Providing opaque data types to applications clarifies how those applications are permitted to obtain and manipulate instances, and furthermore fosters application binary compatibility with respect to updates to the API library. As long as applications rely only on documented API features, they will not be at risk of presenting data to API functions that are incorrectly formed for the API version in use, and they will sustain little risk of inadvertently corrupting CIF data. More generally, opaque data structures are an aspect of a generally object-oriented API design, in plain C. Almost every API function accepts a pointer to an opaque data structure as its first argument and can be construed as a method of the referenced data type of that argument. Of the few exceptions to that form, almost all can be characterized as object creation methods (i.e. constructors) accepting a double pointer by which to return a pointer to the new object.

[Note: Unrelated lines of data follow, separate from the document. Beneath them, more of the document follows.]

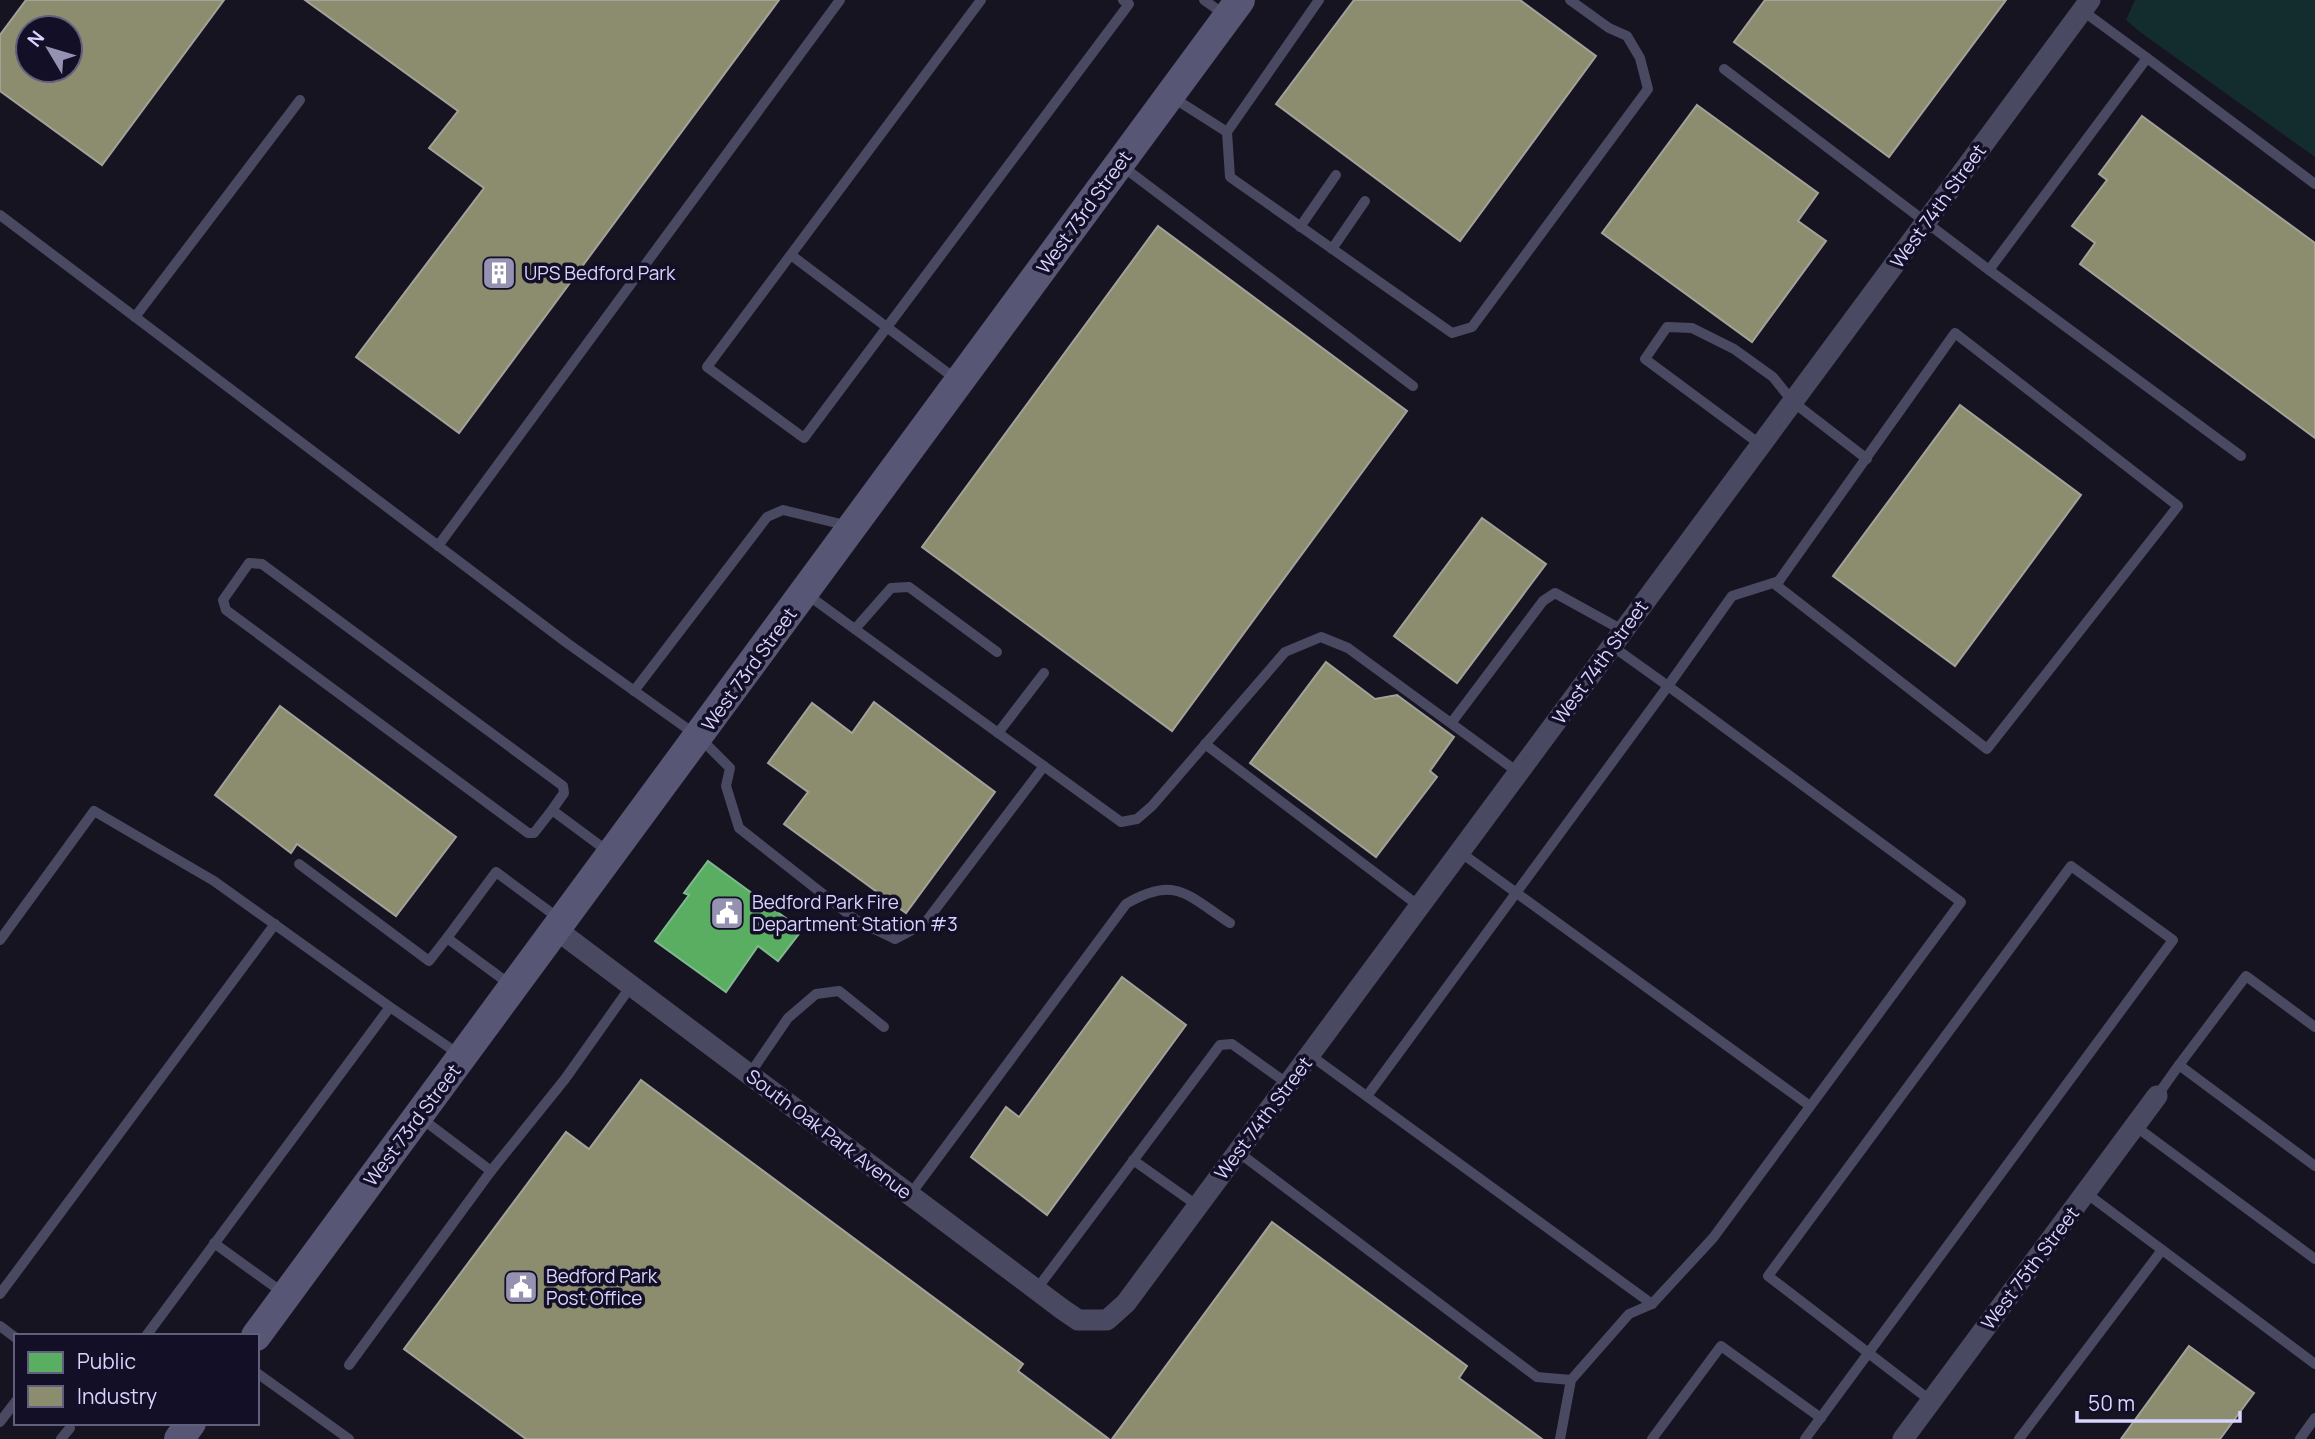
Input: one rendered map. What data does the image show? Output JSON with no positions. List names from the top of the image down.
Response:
{
  "streets": {
    "street": [
      "West 74th Street",
      "West 73rd Street",
      "South Oak Park Avenue",
      "West 75th Street"
    ]
  },
  "crossings": [
    ["West 74th Street", "South Oak Park Avenue"],
    ["West 73rd Street", "South Oak Park Avenue"]
  ],
  "places": {
    "building": ["UPS Bedford Park"],
    "public building": ["Bedford Park Fire Department Station #3", "Bedford Park Post Office"]
  },
  "legend": ["Public", "Industry"],
  "scale_bar": "50 m",
  "north": "top left"
}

Nearly all CIF API functions return a result code that communicates the success of the function or else the nature of its failure. All functions draw on a central set of function return codes, though there are few functions whose set of possible return values comprises more than a handful of these codes. Side effects visible to the caller are performed via function arguments, for example by writing a new value to the referent of a pointer argument.

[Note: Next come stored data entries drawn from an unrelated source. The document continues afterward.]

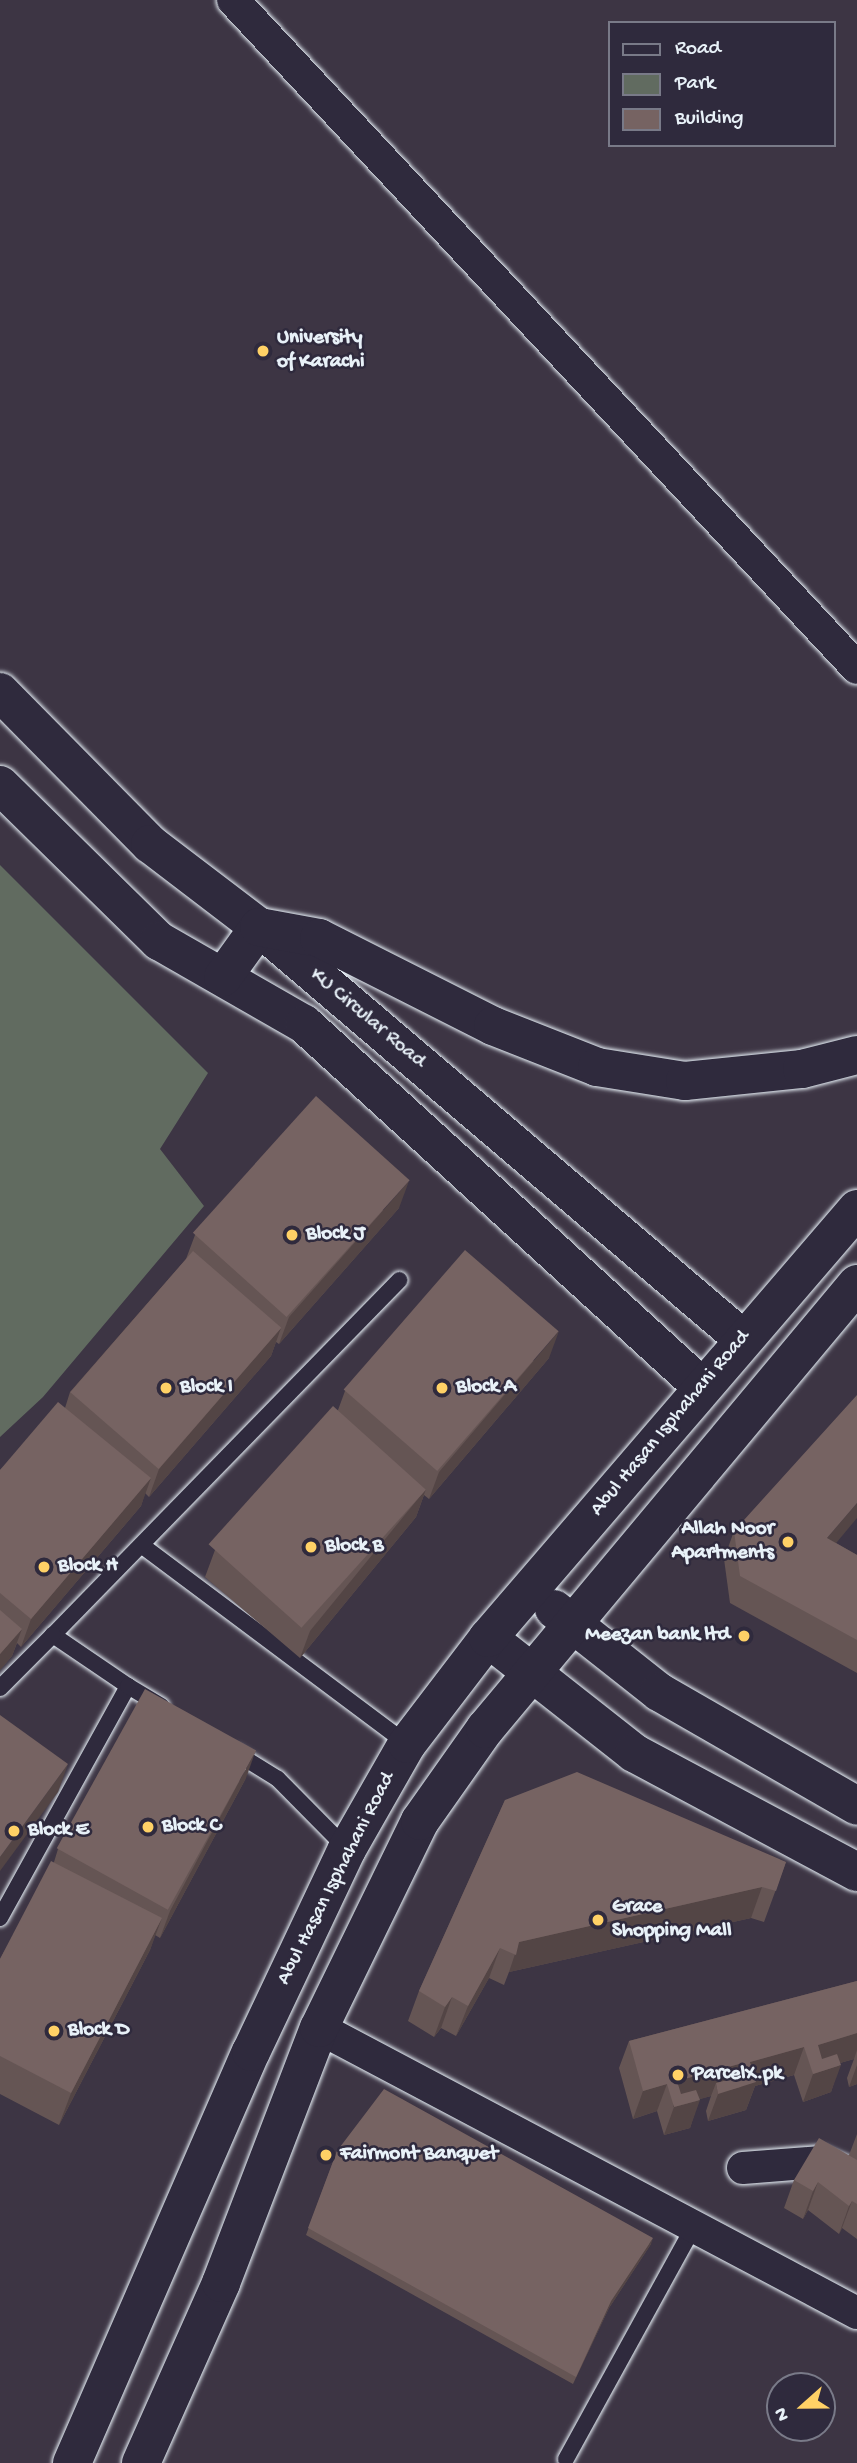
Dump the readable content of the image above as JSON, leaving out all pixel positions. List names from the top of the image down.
{
  "streets": {
    "main road": ["KU Circular Road", "Abul Hasan Isphahani Road"]
  },
  "crossings": [
    ["KU Circular Road", "Abul Hasan Isphahani Road"]
  ],
  "places": [
    "University of Karachi",
    "Block J",
    "Block I",
    "Block A",
    "Allah Noor Apartments",
    "Block B",
    "Block H",
    "Meezan bank ltd",
    "Block C",
    "Block E",
    "Grace Shopping Mall",
    "Block D",
    "ParcelX.pk",
    "Fairmont Banquet"
  ],
  "legend": ["Road", "Park", "Building"],
  "north": "left"
}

The CIF API directly incorporates the basic Unicode character data type, UChar, of the International Components for Unicode (ICU) project (https://site.icu-project.org/ ). Although this could be criticized for exposure of implementation details, neither C90 nor C99 provides a standard data type that adequately fills this role, so the only viable alternative to UChar would have been a type defined by the CIF API itself. Direct use of UChar has the advantage, however, of affording applications a convenient entry to working with Unicode data obtained from or intended for the CIF API, in that the full ICU library, on which the reference implementation depends anyway, can be brought to bear without any additional data conversion or type casting.

4. Notable features

Certain features of the CIF API and its reference implementation are worthy of special attention. Some of them are driven directly by the requirements discussed above; others emerged from the process of designing and implementing the API details.

4.1. Flexible parsing

The CIF API's built-in parser automatically identifies and handles both standard CIF 1.1 and standard CIF 2.0, distinguishing between them on the basis of their initial CIF-version comment, if any. Such a comment is required by CIF 2.0, so its absence is normally taken as an indication that the input is in CIF 1.1 format. The absence of a version comment in a file otherwise complying with CIF 2.0 can be overcome via a parser option. Options are also available to enable parsing pre-v1.1 CIFs that contain control characters not permitted in CIF 1.1 and above, albeit without flagging violations of the much smaller line-length limit that originally applied to CIFs.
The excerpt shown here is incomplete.